With state and federal laws being considered to ban motorists from using cellphones or texting, there’s a new driving distraction that’s drawing scrutiny and possible prohibition: digital billboards. The New York Times business section Tuesday did a story headlined “Roadside Marquee,” which talks about safety advocates worrying that fancy high-tech billboards will get people to take their eyes off the road and cause accidents.
http://www.nytimes.com/2010/03/02/technology/02billboard.html?scp=1&sq;=electronic%20billboards&st;=Search
These digital billboards change appearance and are flashy and bright, natural attention grabbers, it would seem. They are already in Times Square, and cities like Detroit. At least one group, Scenic Michigan, is trying to stop this new signage from being installed throughout that state.
And last week, Michigan legislators conducted hearings on a law, the reportedly the first of its kind, that would institute a two-year ban on construction of the digital signs. And The Times said that Minnesota is going to have hearings on a similar ban later in March.
Where’s the proof that digital signs distract drivers?

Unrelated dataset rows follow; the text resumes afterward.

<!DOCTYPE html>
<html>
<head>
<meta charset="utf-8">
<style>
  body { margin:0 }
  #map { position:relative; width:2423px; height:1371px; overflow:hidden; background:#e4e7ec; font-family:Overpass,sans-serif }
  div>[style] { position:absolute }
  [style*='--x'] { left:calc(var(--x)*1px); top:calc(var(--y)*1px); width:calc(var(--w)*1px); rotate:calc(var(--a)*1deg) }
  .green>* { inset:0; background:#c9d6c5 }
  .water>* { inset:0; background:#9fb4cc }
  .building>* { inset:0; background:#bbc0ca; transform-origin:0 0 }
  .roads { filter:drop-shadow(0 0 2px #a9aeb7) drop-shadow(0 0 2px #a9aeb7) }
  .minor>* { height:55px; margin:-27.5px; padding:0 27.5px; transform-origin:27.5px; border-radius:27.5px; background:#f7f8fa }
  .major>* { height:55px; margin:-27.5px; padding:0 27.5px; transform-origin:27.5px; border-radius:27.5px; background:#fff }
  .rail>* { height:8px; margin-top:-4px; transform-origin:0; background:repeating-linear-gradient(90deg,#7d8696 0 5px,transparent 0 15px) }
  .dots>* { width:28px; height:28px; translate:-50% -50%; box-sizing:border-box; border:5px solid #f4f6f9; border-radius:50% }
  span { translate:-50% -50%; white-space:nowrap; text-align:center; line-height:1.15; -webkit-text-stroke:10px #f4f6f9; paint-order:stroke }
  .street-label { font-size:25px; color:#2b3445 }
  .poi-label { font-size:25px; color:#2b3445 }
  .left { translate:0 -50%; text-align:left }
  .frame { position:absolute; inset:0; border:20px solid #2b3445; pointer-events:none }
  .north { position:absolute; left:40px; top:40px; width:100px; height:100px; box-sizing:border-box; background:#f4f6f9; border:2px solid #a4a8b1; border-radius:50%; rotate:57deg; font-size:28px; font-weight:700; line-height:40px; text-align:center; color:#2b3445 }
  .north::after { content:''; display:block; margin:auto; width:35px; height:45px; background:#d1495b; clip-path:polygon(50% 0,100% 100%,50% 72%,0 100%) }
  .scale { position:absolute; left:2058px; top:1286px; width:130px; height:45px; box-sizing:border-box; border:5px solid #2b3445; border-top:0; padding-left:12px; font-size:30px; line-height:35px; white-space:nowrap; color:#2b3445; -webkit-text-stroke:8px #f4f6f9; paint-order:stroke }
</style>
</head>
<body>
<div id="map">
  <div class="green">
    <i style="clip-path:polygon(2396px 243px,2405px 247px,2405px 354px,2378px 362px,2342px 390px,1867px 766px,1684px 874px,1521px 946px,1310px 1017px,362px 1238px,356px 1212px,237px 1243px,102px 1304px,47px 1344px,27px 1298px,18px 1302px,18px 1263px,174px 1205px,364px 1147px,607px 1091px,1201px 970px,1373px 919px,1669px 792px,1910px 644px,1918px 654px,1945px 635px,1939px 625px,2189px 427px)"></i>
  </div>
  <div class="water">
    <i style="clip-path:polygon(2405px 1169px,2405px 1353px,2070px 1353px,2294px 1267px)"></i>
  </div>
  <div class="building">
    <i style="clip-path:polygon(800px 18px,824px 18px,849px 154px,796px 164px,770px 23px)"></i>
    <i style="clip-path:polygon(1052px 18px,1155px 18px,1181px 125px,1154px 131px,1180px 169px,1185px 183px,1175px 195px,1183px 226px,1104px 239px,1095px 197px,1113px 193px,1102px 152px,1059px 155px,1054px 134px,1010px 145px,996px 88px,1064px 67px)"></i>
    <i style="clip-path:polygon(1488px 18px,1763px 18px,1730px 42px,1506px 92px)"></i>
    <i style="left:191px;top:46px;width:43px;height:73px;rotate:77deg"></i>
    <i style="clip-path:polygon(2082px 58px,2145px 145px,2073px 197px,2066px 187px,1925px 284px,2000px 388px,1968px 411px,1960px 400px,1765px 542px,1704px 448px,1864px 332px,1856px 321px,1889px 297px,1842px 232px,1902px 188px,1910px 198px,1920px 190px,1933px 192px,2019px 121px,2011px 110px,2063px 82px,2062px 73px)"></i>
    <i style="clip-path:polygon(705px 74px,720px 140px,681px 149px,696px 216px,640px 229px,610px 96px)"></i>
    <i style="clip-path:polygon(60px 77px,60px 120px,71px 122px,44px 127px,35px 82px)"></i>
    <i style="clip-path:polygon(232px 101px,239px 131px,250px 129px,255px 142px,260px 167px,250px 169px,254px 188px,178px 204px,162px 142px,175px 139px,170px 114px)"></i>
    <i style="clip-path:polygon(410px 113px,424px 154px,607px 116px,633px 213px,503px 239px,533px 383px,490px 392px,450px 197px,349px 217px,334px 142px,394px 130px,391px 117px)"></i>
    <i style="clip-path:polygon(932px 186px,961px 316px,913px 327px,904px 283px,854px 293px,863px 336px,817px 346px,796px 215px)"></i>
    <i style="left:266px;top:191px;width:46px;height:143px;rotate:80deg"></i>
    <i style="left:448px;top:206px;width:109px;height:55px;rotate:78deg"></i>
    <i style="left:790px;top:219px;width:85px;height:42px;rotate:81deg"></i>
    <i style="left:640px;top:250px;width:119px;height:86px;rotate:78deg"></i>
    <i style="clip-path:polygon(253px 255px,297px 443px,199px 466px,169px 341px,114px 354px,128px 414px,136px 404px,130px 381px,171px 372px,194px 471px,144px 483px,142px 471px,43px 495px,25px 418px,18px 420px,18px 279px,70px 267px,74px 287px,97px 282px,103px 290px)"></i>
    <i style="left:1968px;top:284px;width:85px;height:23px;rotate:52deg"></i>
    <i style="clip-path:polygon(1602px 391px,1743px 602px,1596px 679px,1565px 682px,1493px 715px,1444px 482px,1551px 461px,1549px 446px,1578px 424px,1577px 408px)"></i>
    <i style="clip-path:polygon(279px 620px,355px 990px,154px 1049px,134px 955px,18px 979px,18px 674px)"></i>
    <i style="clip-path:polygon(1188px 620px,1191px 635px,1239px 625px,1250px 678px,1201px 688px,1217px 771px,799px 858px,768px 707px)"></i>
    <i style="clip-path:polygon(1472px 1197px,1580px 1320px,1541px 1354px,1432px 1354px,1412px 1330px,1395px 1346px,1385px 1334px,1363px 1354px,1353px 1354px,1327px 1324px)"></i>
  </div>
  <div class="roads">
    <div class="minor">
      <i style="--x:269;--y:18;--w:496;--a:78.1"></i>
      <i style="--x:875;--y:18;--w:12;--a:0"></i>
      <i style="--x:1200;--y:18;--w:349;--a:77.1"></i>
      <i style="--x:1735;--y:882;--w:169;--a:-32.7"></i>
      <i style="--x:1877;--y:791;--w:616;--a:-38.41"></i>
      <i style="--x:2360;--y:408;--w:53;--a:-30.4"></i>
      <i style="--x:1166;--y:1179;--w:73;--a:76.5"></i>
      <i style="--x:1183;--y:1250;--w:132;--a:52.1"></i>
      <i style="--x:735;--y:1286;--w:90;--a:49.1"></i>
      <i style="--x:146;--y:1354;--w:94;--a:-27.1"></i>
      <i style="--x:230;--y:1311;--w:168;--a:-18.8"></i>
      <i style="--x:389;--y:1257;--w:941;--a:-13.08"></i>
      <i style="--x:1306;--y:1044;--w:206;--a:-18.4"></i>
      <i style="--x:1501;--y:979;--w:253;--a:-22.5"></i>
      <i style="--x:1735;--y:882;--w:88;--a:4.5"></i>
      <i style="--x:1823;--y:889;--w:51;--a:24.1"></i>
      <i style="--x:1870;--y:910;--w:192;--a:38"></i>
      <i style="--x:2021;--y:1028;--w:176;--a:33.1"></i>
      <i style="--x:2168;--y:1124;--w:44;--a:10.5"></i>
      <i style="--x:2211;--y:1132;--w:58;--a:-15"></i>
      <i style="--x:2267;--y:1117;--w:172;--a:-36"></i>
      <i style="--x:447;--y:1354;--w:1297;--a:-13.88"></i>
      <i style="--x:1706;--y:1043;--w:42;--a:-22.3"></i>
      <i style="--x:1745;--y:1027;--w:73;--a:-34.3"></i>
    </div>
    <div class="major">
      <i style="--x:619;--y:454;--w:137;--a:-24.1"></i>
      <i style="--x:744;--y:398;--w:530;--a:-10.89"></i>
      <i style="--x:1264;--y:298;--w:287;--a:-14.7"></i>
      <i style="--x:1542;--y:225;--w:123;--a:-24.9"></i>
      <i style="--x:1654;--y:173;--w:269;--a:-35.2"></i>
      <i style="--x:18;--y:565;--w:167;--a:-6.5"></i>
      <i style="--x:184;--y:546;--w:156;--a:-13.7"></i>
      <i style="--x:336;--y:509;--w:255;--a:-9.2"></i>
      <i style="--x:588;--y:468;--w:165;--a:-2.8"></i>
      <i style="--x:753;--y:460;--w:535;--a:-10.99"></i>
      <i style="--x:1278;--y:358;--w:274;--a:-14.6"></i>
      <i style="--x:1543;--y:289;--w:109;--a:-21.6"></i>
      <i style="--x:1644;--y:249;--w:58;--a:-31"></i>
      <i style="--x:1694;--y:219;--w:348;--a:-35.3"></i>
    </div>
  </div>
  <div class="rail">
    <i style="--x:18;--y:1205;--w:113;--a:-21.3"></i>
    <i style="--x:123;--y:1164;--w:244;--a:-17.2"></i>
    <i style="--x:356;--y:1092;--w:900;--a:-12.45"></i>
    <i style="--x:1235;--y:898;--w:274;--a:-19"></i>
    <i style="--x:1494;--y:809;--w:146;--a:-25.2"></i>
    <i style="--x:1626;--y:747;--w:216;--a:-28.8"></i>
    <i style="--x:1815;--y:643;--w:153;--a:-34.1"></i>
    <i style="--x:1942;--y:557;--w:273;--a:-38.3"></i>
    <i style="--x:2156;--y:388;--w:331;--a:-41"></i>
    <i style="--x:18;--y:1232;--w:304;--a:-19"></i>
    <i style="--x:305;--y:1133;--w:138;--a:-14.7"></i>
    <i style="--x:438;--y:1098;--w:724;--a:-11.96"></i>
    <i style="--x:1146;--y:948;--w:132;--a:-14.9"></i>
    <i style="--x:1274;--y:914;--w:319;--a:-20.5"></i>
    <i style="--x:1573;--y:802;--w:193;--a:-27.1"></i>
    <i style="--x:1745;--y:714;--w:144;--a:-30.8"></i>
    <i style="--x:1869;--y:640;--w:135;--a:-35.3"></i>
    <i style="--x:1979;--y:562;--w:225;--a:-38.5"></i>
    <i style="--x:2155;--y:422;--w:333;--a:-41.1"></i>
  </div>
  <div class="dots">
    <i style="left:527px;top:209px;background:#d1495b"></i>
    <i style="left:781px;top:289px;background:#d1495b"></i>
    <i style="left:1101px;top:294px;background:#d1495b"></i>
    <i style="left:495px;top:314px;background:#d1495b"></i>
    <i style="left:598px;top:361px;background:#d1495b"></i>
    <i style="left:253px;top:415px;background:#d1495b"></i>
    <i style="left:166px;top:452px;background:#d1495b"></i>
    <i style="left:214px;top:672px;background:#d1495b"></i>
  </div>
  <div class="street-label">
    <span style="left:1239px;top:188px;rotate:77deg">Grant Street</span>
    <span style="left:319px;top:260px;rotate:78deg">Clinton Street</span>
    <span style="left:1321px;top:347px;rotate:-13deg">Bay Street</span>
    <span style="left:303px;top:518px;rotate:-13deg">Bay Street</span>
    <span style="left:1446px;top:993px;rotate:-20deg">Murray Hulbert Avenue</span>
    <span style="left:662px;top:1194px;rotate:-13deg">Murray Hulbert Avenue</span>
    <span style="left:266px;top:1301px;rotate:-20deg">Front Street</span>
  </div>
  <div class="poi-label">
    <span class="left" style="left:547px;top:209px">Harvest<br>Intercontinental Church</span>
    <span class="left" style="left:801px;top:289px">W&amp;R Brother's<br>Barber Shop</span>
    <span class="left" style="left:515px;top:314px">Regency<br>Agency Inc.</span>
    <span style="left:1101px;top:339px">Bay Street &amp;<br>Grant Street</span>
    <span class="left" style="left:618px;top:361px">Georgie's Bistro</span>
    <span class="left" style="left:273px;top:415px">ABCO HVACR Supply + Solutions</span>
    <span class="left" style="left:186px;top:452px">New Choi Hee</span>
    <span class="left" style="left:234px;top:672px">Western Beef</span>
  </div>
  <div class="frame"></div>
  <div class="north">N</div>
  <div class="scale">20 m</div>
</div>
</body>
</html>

Well, the Federal Highway Administration has started a study that is trying to gauge whether of not the signage is distracting. That study is set to be done this summer.
And there was one study, done in 2007 by the Virginia Tech Transportation Institute, that determined that digital signs were no more distracting than regular signs. But skeptics about that study’s results note that it was paid for by the billboard industry.
Some 2,000 of the 450,000 billboards in the U.S. are digitized, according to The Times.